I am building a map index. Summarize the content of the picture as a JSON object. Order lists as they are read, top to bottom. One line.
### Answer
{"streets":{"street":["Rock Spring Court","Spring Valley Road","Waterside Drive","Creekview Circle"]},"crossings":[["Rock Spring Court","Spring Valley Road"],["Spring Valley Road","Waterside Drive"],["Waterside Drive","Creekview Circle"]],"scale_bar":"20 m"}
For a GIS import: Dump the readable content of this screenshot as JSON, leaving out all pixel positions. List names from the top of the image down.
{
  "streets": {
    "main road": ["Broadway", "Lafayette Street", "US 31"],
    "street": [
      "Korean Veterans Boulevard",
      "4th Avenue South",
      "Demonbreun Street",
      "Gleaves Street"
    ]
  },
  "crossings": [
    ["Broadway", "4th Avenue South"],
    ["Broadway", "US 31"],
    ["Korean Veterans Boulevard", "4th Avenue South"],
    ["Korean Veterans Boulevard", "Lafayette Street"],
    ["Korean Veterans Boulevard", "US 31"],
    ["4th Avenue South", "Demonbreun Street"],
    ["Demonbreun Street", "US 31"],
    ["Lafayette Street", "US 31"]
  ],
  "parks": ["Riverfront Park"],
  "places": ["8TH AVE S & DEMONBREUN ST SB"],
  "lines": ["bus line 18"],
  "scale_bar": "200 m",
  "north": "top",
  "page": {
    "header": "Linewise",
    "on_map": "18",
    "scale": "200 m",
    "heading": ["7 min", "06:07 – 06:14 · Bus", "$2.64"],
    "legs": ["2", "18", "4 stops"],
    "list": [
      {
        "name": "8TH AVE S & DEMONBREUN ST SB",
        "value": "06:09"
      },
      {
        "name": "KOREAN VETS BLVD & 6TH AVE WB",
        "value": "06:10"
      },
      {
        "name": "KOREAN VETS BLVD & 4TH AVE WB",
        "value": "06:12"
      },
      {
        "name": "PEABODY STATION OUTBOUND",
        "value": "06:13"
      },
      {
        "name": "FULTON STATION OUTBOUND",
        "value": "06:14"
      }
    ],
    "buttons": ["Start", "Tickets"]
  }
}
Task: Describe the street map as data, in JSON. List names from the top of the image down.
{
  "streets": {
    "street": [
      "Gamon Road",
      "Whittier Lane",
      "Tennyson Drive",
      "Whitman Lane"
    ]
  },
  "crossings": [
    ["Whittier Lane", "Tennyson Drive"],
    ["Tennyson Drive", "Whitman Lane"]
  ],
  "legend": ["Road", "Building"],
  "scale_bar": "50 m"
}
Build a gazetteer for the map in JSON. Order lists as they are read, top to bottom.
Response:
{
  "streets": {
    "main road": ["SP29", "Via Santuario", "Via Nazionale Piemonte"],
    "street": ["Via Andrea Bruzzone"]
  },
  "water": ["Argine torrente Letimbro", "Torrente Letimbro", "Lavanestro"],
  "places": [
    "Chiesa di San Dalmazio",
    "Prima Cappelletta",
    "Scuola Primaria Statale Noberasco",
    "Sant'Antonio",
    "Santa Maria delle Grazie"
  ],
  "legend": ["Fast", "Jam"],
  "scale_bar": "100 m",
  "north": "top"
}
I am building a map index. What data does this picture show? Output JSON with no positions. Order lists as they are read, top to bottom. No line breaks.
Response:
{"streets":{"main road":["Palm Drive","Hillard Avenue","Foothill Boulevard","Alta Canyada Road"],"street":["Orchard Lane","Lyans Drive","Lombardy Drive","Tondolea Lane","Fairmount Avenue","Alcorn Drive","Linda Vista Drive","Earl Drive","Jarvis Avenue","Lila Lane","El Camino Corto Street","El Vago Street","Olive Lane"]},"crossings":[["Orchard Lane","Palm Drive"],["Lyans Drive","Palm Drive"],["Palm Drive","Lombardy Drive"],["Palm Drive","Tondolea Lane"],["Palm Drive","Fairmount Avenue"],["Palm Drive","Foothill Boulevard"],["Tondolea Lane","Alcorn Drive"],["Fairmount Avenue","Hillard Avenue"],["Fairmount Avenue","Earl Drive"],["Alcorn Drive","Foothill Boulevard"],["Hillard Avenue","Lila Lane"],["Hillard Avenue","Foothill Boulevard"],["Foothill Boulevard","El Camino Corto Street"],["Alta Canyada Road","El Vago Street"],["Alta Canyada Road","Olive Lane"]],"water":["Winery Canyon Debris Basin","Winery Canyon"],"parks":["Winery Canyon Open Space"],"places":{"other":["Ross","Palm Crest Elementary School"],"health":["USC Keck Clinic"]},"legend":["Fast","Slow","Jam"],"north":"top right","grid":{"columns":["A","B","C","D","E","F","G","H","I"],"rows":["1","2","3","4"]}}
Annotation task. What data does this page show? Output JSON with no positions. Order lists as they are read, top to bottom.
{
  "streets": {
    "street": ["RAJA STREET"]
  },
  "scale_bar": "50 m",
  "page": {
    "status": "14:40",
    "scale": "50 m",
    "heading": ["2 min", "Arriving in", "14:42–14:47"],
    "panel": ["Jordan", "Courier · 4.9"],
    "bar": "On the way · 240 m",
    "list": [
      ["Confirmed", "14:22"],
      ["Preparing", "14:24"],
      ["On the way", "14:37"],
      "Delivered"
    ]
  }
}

────────

#### [What is needed]
Please state the number of lines in the data above that hold the word "index", without any other text.

#### [Reply to the exercise]
2